I try to modify the code, after transforms.ToTensor(), I multiply 255. And I delete the generator's last sigmoid layer and instance normlization layer, just like this repo do. I delete the last 2 downsample resblock and the first 2 upsample resblock. Now I can converge very fast in few iterations to get human like head. So I think maybe the problem is the gradient is to small to update the network, so that you have to spend very long time to get converge. @MrCaracara result after 5000 iters, batch size 1:
I try to modify the code, after transforms.ToTensor(), I multiply 255. And I delete the generator's last sigmoid layer and instance normlization layer, just like this repo do. I delete the last 2 downsample resblock and the first 2 upsample resblock. Now I can converge very fast in few iterations to get human like head. So I think maybe the problem is the gradient is to small to update the network, so that you have to spend very long time to get converge. @MrCaracara
If that's the case, then that's great news! I guess the problem then has mainly been lack of patience. I wonder though what the effect is of removing the IN layer and activation function of the Generator. Have you compared the outputs with and without?

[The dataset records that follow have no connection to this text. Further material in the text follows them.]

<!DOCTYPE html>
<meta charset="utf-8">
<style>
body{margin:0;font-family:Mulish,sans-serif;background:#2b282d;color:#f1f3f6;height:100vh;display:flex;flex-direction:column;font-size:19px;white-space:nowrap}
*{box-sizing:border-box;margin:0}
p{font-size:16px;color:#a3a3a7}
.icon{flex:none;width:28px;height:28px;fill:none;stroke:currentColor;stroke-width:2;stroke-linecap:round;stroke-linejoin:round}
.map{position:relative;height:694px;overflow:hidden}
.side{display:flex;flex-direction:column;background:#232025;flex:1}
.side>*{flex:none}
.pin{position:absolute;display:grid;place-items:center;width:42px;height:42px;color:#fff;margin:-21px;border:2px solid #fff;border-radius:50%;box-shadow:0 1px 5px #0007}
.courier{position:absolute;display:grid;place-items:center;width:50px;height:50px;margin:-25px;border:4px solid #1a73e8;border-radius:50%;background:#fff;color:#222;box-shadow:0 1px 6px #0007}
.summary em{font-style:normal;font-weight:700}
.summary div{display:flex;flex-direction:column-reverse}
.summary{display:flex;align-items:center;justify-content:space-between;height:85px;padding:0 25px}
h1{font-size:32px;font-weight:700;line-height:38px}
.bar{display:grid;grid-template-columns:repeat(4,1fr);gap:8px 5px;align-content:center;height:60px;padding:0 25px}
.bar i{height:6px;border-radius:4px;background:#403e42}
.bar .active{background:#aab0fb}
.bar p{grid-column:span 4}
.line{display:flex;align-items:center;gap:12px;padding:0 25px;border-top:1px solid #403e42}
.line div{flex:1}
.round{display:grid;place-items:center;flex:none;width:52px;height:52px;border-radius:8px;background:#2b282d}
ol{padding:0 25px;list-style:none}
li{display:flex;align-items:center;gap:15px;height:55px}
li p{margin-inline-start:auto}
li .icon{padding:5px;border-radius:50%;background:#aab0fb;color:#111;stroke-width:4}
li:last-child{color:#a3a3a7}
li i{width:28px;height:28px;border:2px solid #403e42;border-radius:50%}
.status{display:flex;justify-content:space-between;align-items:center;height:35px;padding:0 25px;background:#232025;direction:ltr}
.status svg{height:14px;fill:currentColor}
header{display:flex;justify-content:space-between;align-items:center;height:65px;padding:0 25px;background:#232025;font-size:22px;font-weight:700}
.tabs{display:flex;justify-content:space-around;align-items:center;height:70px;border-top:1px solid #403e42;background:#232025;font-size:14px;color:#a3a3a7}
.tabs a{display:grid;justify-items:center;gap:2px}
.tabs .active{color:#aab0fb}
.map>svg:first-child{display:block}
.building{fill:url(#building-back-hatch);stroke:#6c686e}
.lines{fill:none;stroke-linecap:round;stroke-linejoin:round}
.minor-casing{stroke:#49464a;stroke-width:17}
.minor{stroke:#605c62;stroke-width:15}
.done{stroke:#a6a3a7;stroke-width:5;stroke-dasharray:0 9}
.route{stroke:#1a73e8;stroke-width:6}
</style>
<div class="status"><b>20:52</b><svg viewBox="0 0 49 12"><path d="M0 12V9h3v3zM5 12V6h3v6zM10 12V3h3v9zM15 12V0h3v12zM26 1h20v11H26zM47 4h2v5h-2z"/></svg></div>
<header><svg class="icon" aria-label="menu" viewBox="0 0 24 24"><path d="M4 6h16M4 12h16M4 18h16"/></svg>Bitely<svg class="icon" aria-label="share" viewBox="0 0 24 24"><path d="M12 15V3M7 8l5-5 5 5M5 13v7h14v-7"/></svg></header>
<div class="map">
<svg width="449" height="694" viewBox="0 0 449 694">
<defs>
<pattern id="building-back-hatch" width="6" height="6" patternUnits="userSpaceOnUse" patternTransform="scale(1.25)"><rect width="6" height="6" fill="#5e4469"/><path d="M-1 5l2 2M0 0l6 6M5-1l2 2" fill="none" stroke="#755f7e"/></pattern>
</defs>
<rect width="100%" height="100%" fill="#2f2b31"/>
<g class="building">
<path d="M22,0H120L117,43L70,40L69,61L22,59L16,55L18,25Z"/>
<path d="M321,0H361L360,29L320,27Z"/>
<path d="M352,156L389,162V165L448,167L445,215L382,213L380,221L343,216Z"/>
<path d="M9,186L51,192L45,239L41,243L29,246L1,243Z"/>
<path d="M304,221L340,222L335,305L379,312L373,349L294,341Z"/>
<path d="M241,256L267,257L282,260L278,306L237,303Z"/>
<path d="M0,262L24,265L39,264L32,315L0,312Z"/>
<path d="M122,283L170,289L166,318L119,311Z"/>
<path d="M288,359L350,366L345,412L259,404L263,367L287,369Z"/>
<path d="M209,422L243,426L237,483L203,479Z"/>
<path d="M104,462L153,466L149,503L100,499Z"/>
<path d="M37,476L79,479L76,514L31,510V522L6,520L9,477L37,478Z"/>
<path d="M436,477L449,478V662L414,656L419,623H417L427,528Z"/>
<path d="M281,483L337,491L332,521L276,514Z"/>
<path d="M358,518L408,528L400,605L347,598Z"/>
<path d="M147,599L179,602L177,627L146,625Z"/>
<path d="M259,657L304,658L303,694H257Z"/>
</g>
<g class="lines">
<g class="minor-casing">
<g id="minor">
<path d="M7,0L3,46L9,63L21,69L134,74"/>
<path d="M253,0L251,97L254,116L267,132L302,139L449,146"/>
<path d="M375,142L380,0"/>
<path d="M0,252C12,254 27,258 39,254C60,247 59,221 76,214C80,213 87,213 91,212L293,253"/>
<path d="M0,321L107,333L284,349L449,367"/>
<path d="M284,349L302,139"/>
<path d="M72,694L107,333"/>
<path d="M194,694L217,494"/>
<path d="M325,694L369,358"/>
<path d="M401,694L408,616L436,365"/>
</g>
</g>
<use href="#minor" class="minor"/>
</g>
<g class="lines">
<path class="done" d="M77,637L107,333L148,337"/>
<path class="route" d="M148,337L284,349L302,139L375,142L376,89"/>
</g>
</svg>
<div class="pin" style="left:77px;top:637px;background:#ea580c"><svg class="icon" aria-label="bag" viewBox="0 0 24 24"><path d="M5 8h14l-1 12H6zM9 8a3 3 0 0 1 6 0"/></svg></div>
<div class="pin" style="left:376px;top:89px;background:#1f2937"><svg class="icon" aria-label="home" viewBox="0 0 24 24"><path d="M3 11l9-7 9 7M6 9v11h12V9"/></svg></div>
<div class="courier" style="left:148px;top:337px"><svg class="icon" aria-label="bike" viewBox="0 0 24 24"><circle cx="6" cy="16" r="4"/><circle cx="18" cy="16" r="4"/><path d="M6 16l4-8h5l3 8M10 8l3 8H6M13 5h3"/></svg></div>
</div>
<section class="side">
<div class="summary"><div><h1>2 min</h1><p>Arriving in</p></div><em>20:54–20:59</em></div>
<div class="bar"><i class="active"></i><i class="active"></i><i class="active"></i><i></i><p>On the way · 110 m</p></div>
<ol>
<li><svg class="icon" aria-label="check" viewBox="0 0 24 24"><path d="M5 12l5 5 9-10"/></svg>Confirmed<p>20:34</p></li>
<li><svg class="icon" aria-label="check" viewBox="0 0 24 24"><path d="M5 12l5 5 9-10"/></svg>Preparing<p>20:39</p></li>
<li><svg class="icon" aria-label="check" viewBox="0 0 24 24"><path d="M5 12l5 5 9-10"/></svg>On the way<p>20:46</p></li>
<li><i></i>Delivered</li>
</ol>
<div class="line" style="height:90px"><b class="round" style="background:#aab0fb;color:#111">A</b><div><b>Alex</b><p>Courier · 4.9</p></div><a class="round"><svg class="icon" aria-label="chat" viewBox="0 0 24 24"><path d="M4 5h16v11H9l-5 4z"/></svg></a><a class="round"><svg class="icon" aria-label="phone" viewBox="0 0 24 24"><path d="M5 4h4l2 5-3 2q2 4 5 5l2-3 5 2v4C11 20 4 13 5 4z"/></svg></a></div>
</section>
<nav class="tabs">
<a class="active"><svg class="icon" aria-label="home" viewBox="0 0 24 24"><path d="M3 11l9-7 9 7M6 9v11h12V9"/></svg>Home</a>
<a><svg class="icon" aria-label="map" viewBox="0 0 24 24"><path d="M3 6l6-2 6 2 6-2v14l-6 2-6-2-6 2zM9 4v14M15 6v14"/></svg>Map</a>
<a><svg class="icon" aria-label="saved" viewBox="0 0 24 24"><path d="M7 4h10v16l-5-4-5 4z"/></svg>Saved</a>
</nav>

I try to modify the code, after transforms.ToTensor(), I multiply 255. And I delete the generator's last sigmoid layer and instance normlization layer, just like this repo do. I delete the last 2 downsample resblock and the first 2 upsample resblock. Now I can converge very fast in few iterations to get human like head. So I think maybe the problem is the gradient is to small to update the network, so that you have to spend very long time to get converge. @MrCaracara
If that's the case, then that's great news! I guess the problem then has mainly been lack of patience. I wonder though what the effect is of removing the IN layer and activation function of the Generator. Have you compared the outputs with and without?
for IN layer, another repo I try can converge without it, but I haven't get good result because lack of patience. I try to add relu after upsample resblock, but it seem very hard to converge compare with no relu.
According to figure 2 of the paper, the output of Embedder is passes thorugh the MLP(maybe Mapping Network in StyleGAN) and enters the generator, but in this code, there is no MLP(mapping network). Do I miss something in the paper or code?